What to work on
The word "serif" occurs in some of the lines below; copy each of those lines.

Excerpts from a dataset
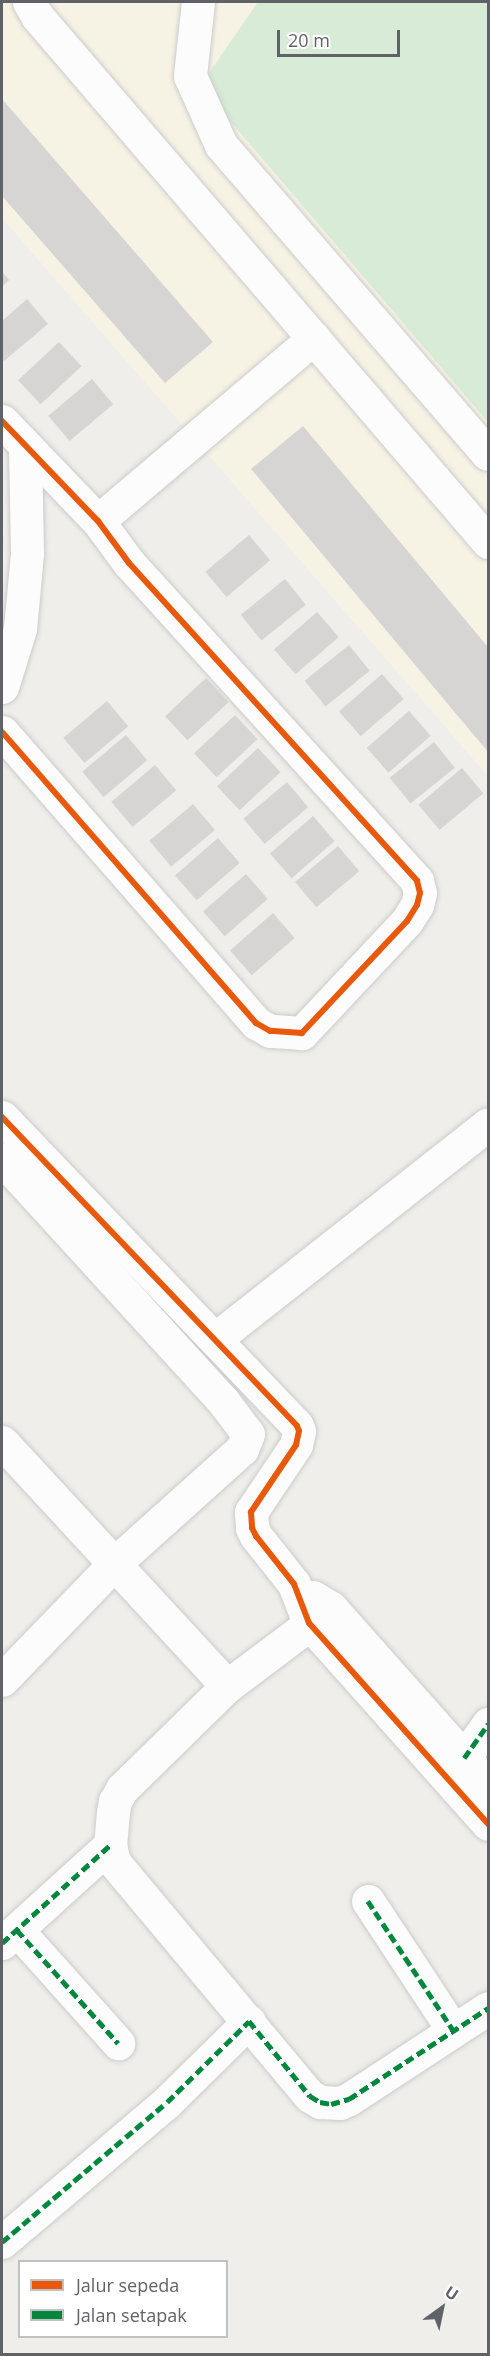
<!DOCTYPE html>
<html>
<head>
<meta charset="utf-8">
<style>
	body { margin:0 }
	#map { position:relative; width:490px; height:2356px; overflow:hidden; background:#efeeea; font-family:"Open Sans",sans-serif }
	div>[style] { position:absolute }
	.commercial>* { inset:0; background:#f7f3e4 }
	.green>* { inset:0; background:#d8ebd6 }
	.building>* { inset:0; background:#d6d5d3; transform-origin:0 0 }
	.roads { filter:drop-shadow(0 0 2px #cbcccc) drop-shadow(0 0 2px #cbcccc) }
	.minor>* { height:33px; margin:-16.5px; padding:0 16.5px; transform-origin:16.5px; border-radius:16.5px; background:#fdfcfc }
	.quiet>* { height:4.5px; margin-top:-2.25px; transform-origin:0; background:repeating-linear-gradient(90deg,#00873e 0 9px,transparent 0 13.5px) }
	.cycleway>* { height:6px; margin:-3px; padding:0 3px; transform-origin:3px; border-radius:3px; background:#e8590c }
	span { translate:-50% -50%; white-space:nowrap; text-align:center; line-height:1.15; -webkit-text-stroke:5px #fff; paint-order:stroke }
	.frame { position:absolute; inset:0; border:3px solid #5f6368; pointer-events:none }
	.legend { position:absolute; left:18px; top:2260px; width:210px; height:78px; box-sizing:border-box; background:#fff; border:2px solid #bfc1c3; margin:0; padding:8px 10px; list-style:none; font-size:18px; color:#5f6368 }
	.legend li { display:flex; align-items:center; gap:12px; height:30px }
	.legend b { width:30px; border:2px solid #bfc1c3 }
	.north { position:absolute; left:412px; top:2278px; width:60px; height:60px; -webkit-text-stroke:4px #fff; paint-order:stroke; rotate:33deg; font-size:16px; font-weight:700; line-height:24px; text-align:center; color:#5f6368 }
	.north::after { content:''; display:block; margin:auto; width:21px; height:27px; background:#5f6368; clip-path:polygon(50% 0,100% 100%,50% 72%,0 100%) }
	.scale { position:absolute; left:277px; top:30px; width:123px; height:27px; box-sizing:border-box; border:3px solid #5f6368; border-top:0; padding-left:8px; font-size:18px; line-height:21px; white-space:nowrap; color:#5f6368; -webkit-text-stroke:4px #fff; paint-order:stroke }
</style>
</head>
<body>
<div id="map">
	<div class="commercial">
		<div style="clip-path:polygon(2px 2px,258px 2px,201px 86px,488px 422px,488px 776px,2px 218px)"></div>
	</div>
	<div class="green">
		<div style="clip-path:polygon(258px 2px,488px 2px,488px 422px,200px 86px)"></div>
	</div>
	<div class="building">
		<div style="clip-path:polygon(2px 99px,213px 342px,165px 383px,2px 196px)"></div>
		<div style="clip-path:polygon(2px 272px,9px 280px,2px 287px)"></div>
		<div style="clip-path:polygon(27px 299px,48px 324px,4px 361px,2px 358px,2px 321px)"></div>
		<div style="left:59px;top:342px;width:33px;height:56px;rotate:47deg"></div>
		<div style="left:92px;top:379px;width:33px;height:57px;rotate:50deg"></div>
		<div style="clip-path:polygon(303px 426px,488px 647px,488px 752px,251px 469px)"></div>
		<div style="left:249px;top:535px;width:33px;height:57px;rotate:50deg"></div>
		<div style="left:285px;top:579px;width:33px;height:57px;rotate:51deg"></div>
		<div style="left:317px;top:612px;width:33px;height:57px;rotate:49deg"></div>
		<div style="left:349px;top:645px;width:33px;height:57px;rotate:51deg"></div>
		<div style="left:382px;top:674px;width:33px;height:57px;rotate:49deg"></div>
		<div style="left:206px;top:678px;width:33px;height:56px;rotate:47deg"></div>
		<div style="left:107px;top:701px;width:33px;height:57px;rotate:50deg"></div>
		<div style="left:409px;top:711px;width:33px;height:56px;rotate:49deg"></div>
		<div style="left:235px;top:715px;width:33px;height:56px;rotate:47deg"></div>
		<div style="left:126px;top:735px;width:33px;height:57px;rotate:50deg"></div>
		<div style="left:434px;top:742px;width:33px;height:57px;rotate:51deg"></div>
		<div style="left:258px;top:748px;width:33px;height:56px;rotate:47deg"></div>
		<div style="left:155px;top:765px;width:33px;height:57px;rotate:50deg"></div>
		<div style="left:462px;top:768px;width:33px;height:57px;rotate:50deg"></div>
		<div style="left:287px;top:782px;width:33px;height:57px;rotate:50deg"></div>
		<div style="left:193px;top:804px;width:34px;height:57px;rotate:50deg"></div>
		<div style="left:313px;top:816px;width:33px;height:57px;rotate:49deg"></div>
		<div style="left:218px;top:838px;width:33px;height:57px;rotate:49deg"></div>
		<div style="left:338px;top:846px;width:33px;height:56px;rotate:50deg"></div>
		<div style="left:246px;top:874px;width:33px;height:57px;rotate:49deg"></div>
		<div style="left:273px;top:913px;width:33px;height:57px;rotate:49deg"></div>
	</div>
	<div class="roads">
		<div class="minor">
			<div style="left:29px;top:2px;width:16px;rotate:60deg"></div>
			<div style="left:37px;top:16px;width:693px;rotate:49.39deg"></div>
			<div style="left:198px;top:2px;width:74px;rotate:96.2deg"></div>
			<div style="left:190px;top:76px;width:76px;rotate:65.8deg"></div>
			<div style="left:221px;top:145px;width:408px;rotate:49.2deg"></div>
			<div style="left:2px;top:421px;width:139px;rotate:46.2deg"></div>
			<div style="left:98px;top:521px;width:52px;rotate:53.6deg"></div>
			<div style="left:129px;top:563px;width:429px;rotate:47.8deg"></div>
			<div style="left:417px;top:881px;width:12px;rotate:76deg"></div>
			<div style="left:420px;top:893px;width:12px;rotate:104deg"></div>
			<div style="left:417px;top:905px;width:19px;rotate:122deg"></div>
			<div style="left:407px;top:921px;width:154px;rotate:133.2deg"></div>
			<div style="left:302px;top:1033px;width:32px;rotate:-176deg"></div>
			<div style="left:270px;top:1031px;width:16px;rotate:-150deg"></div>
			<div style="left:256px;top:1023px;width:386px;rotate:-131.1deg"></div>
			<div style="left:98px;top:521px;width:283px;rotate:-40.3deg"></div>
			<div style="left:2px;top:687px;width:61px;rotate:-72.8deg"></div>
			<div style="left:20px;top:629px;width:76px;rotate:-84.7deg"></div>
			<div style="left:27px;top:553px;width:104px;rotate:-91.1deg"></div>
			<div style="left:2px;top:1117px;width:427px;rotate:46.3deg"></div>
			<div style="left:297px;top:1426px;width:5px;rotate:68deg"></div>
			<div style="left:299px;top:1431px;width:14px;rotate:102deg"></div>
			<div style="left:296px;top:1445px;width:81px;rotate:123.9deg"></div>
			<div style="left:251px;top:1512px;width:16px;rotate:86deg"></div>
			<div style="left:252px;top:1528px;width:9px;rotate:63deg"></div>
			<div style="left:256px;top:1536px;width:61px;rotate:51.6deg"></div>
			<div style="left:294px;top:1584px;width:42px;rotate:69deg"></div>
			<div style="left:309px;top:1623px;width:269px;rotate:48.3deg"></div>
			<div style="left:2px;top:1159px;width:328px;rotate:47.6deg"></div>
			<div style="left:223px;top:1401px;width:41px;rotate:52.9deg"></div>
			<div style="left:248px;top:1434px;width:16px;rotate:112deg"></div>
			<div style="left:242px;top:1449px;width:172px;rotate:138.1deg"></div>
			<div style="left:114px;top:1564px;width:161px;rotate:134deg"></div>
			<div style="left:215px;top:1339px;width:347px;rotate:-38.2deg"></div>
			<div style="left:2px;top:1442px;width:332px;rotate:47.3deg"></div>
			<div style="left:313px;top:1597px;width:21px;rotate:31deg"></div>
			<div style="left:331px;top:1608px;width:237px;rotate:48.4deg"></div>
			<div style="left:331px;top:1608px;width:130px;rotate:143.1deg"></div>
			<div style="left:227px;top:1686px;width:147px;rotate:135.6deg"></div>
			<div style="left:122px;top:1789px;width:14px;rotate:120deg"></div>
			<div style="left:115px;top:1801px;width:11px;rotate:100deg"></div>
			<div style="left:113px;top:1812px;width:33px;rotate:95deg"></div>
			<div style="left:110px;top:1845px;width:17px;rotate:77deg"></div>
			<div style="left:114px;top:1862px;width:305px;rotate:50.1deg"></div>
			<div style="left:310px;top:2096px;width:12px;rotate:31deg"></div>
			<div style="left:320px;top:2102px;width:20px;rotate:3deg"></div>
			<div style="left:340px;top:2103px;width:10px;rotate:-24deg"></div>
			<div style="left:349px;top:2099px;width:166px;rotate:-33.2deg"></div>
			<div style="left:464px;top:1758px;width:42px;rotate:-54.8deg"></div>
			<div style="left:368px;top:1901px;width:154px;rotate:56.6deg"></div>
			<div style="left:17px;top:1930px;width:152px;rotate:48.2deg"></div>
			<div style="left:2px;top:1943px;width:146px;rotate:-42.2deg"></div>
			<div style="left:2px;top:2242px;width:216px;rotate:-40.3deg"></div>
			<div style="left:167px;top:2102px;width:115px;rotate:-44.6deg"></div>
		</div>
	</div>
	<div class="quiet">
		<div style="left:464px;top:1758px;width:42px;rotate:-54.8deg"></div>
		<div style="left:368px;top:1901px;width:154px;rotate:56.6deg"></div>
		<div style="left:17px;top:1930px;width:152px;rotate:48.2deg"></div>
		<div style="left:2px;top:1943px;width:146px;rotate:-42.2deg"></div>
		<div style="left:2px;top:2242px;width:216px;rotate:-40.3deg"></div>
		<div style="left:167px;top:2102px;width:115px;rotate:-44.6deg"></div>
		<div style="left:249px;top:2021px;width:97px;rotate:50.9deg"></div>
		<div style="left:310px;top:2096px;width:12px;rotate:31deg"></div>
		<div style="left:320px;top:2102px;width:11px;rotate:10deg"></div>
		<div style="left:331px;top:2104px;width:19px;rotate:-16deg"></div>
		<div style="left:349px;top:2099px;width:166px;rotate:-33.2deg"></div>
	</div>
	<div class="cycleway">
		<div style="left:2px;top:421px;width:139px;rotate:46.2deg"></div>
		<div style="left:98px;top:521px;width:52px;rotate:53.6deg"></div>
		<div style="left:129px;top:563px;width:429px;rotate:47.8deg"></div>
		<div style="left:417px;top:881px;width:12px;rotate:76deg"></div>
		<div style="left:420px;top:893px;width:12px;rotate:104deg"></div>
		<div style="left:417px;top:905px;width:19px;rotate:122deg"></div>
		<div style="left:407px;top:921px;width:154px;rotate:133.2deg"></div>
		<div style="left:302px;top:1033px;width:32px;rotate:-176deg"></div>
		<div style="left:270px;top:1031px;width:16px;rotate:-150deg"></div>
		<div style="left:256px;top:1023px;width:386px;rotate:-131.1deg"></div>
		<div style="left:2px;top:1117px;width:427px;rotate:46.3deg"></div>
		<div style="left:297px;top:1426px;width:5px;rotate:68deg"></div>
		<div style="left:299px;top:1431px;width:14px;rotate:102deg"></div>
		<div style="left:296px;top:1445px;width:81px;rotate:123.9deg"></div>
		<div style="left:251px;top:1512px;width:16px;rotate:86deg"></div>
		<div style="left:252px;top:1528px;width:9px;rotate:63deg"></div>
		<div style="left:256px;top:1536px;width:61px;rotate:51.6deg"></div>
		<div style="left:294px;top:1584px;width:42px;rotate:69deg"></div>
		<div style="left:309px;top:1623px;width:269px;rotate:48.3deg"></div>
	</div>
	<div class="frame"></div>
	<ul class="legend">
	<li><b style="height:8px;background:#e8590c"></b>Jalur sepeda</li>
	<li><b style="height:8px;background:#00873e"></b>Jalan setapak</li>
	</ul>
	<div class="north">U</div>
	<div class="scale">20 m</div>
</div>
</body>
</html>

...

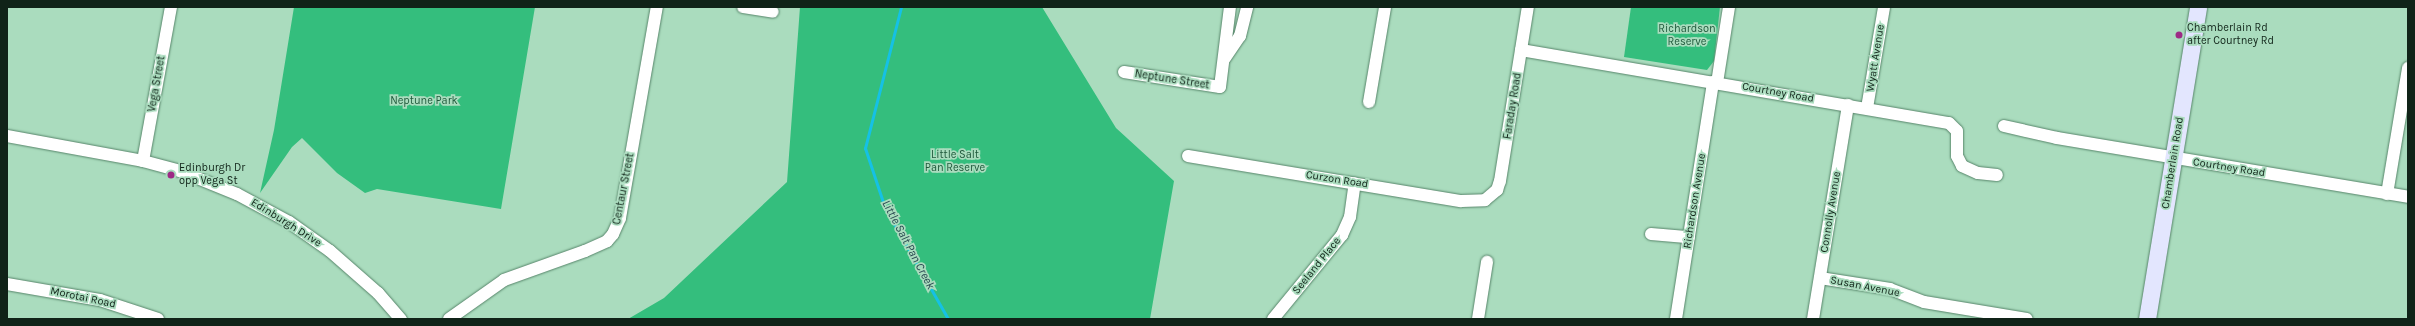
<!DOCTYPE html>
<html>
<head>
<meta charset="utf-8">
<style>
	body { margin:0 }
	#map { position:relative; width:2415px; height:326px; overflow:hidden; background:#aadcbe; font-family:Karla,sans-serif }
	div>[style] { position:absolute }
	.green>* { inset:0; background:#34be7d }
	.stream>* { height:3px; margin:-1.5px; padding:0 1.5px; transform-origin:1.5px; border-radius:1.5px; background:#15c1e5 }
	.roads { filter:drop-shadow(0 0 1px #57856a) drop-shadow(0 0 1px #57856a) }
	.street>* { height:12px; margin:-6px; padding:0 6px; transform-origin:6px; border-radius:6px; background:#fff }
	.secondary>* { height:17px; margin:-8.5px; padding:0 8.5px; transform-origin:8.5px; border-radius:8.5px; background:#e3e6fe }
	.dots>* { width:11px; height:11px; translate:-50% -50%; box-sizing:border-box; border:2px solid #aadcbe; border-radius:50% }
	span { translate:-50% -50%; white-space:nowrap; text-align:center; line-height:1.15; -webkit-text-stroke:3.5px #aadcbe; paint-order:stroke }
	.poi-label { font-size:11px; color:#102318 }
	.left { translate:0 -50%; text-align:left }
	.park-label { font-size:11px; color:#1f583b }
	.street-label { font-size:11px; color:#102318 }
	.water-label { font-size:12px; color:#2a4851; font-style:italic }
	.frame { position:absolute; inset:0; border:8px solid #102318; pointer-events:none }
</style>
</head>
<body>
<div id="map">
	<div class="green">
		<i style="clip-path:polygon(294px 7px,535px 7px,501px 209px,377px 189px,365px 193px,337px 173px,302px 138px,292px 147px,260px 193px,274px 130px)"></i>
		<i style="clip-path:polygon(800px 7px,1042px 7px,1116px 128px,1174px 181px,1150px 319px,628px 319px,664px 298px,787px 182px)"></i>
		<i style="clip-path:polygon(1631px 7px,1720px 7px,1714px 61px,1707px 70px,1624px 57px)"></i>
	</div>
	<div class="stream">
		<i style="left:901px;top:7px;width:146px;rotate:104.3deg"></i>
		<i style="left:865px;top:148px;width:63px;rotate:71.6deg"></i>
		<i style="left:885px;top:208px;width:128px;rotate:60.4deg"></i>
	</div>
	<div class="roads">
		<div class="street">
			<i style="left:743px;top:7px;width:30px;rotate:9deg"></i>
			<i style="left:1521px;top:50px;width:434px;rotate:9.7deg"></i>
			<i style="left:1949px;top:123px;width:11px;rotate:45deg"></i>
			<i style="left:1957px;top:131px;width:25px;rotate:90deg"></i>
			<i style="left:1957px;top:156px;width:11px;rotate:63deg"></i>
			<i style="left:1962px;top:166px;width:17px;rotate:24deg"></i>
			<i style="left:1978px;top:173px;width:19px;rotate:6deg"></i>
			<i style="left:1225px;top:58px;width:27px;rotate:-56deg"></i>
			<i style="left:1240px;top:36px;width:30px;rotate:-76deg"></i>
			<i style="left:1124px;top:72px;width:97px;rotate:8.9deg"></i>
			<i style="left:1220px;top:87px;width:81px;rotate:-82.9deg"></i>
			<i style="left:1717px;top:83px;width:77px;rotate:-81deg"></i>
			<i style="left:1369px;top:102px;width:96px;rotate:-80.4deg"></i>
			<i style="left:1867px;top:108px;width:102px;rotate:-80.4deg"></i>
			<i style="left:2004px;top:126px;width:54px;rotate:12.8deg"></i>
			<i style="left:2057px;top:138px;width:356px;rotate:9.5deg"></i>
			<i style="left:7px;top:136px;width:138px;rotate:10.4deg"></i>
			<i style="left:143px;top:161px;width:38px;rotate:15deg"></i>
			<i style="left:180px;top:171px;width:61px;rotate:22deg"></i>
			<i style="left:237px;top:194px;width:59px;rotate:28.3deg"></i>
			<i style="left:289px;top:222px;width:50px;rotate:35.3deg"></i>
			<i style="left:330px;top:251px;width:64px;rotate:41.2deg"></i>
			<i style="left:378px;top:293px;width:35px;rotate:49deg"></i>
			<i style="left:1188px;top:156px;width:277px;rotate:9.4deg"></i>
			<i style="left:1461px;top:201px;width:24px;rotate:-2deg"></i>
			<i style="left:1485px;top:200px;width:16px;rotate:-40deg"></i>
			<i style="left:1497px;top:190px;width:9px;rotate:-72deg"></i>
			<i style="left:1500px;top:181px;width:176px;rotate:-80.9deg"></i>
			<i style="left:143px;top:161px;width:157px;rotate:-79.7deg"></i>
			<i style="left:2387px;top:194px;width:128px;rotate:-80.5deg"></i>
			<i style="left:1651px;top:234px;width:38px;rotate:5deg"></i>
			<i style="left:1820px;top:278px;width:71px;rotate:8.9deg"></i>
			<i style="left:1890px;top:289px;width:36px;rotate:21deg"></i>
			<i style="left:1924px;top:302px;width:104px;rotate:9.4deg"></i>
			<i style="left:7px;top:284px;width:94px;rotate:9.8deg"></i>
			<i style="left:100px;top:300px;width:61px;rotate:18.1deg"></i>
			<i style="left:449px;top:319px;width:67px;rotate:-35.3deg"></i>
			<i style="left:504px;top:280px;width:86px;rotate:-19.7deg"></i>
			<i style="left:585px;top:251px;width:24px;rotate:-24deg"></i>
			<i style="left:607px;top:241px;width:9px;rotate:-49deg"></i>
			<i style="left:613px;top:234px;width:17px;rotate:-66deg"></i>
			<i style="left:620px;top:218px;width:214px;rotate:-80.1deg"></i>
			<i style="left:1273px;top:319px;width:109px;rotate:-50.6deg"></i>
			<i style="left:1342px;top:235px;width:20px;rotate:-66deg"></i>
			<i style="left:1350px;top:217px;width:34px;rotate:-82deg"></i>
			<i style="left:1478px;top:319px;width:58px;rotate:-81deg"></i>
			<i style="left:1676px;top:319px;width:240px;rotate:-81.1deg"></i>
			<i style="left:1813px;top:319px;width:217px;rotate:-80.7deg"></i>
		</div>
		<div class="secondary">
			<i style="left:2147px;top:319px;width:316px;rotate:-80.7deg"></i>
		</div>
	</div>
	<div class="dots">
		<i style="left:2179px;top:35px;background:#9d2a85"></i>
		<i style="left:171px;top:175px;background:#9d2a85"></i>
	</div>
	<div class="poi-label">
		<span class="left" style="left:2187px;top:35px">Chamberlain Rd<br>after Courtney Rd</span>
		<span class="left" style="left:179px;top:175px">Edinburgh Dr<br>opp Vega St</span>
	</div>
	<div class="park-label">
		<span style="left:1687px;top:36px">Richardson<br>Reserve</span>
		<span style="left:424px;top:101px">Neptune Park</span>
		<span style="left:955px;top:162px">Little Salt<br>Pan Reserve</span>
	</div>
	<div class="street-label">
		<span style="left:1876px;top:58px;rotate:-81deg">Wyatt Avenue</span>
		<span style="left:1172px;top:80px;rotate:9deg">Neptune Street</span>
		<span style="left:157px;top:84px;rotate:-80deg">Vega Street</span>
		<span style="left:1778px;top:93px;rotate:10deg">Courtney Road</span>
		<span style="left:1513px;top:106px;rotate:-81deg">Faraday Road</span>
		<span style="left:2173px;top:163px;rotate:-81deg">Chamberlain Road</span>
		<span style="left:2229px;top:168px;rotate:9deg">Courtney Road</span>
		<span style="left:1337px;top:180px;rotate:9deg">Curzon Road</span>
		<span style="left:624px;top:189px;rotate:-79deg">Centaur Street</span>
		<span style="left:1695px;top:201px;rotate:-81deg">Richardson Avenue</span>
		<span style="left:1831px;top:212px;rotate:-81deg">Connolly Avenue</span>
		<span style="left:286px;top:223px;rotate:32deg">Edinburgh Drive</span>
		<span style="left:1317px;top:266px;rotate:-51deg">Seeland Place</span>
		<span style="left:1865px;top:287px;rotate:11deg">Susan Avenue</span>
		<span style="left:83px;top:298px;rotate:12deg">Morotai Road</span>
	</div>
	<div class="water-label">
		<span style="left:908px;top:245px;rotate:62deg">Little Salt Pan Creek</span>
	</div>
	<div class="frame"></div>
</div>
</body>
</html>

Solution to this exercise
	#map { position:relative; width:490px; height:2356px; overflow:hidden; background:#efeeea; font-family:"Open Sans",sans-serif }
	#map { position:relative; width:2415px; height:326px; overflow:hidden; background:#aadcbe; font-family:Karla,sans-serif }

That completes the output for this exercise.